Au terme d’une finale irrespirable et d’un suspense poussé jusqu’au bout de la soirée, le Paris Saint-Germain a remporté sa deuxième Ligue des Champions consécutive en venant à bout d’Arsenal aux tirs au but (1-1, 5-4 t.a.b.). Les Parisiens entrent définitivement dans le panthéon du football européen.
C’était l’affiche tant attendue de cette fin de saison. Ce samedi, le PSG avait rendez-vous avec son histoire en disputant sa deuxième finale de Ligue des champions consécutive. En face se dressait Arsenal, la meilleure défense d’Europe, fraîchement couronnée championne d’Angleterre après une saison XXL.

Pour les Gunners, l’objectif était de finir en beauté en remportant la première C1 de l’histoire du club. Au-delà du prestige des deux institutions, ce match promettait une opposition tactique fascinante entre deux techniciens hors pair aux styles diamétralement opposés. Luis Enrique, le dogmatique du football total et de la possession outrancière, faisait face à la discipline défensive à toute épreuve de Mikel Arteta.
Pour relever ce défi, l’entraîneur espagnol de Paris pouvait compter sur son équipe type. Achraf Hakimi et Ousmane Dembélé effectuaient leur retour horizontal dans le onze de départ. Le PSG se présentait ainsi avec la même composition que lors de la dernière finale victorieuse face à l’Inter Milan, à une exception près. Matvey Safonov gardait la cage parisienne.
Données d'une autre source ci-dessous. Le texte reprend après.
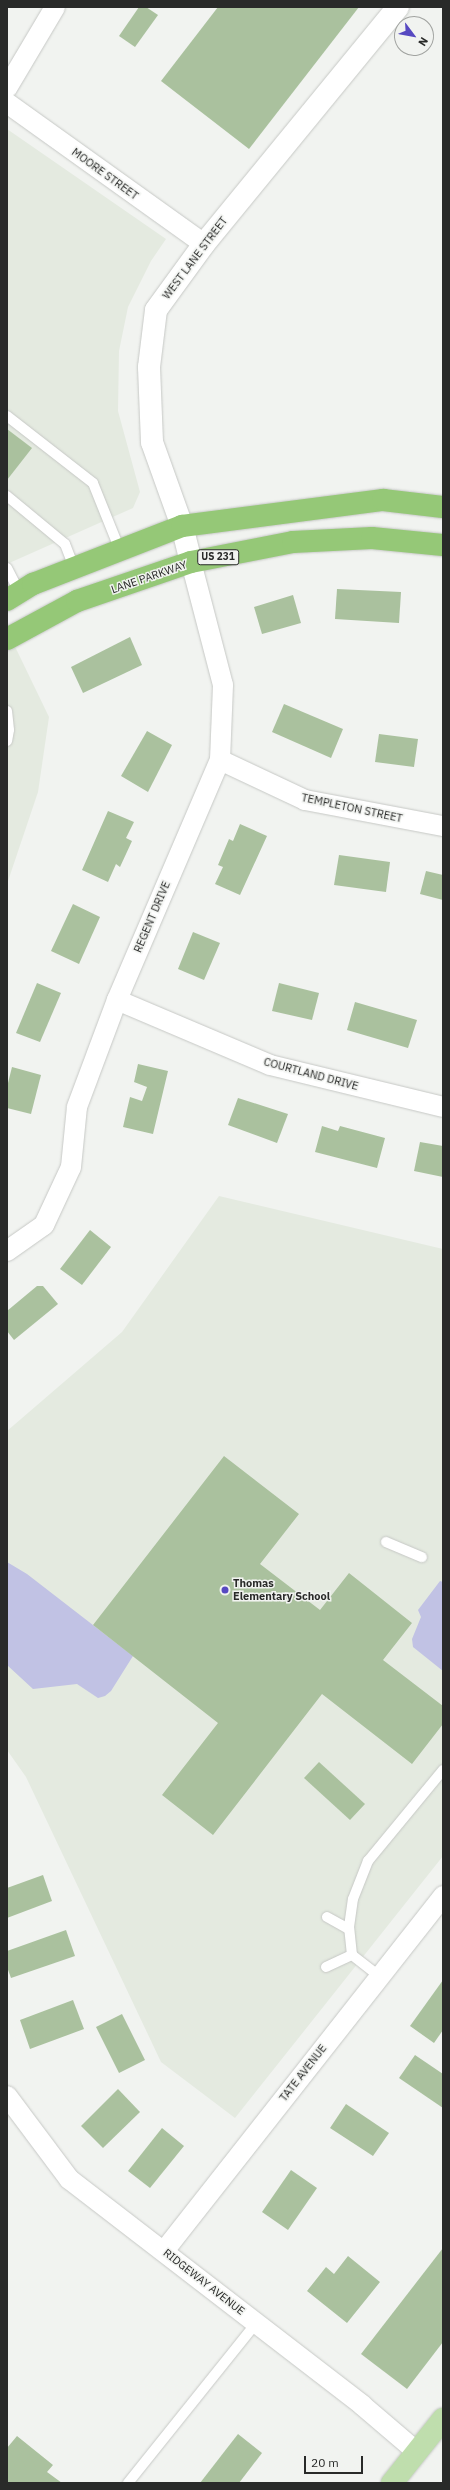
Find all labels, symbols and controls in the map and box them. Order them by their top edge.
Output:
north arrow [394,16,434,56]
text: N [415,35,431,49]
street label: MOORE STREET [69,145,141,203]
street label: WEST LANE STREET [160,214,230,302]
road number: US 231 [197,549,239,565]
street label: LANE PARKWAY [109,558,189,596]
street label: TEMPLETON STREET [300,791,404,825]
street label: REGENT DRIVE [131,879,173,955]
street label: COURTLAND DRIVE [262,1055,360,1093]
place label: Thomas Elementary School [233,1577,330,1603]
marker: Thomas Elementary School [220,1585,230,1595]
street label: TATE AVENUE [277,2042,329,2104]
street label: RIDGEWAY AVENUE [161,2246,247,2318]
scale bar [306,2448,365,2474]
text: 20 m [311,2455,339,2470]

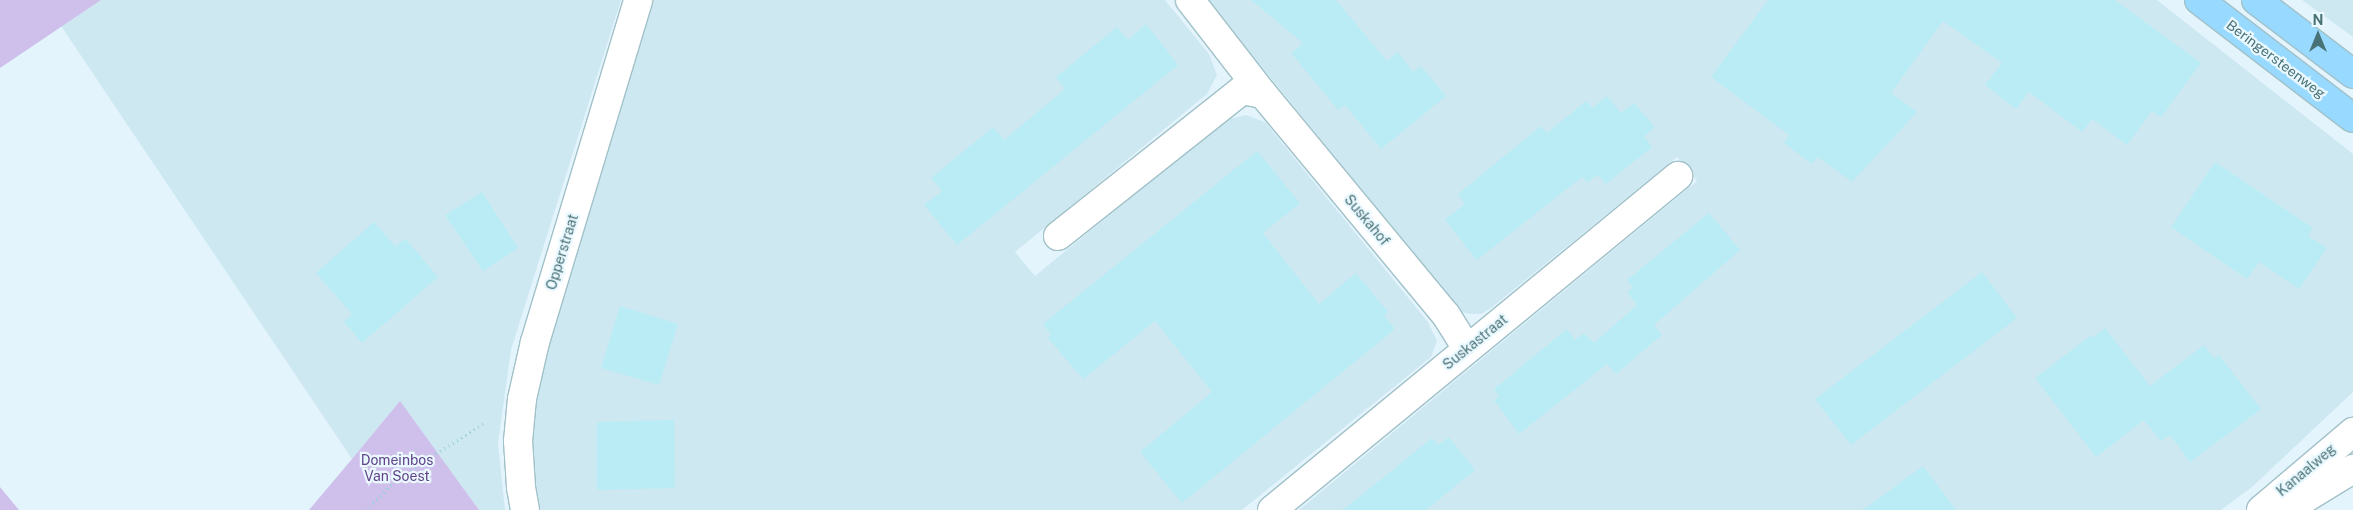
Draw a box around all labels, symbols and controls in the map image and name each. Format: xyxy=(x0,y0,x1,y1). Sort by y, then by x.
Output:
north arrow xyxy=(2293,10,2343,60)
text: N xyxy=(2313,12,2323,28)
street label: Beringersteenweg xyxy=(2223,16,2329,102)
street label: Suskahof xyxy=(1341,191,1393,249)
street label: Opperstraat xyxy=(543,212,581,292)
street label: Suskastraat xyxy=(1439,311,1511,373)
street label: Kanaalweg xyxy=(2273,440,2339,500)
park label: Domeinbos Van Soest xyxy=(361,452,433,484)

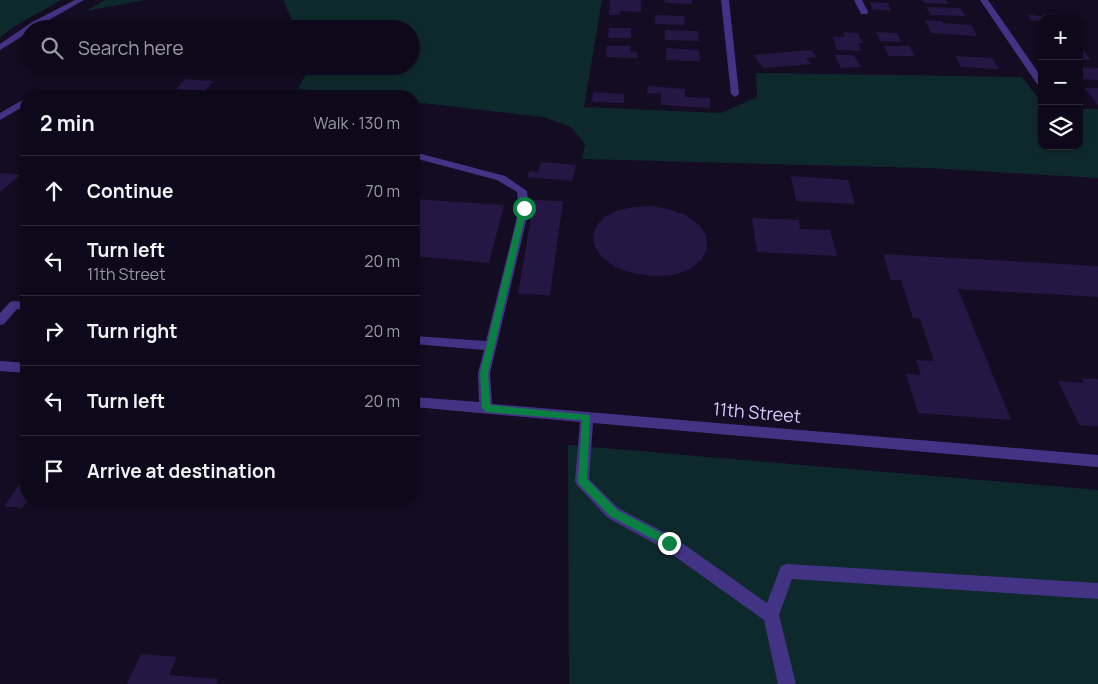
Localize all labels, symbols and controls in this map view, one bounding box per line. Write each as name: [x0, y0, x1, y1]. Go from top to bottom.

Sur la pelouse, le début de rencontre a immédiatement douché les espoirs d’une entame tranquille pour les champions en titre. Sur un dégagement manqué de Marquinhos directement dans les pieds de Leandro Trossard, le réalisme anglais a fait mouche. Kai Havertz s’en est allé tout seul défier Safonov, avant d’allumer la cage parisienne d’une frappe puissante au premier poteau.
Ce but précoce faisait les affaires des Gunners, qui pouvaient dès lors s’asseoir sur leur bloc bas si hermétique et procéder par contre-attaques. Dominateurs stériles, les Parisiens ne parvenaient absolument pas à perturber le bloc anglais, qui semblait tout simplement infranchissable.
Sur son côté gauche, Khvicha Kvaratskhelia manquait cruellement d’inspiration. De l’autre côté, Ousmane Dembélé errait comme une âme en peine, quasiment sevré de ballons exploitables. Arsenal avait délibérément décidé de laisser le cuir à Paris, qui essayait tant bien que mal de contourner la muraille adverse, mais sans le moindre succès avant la pause.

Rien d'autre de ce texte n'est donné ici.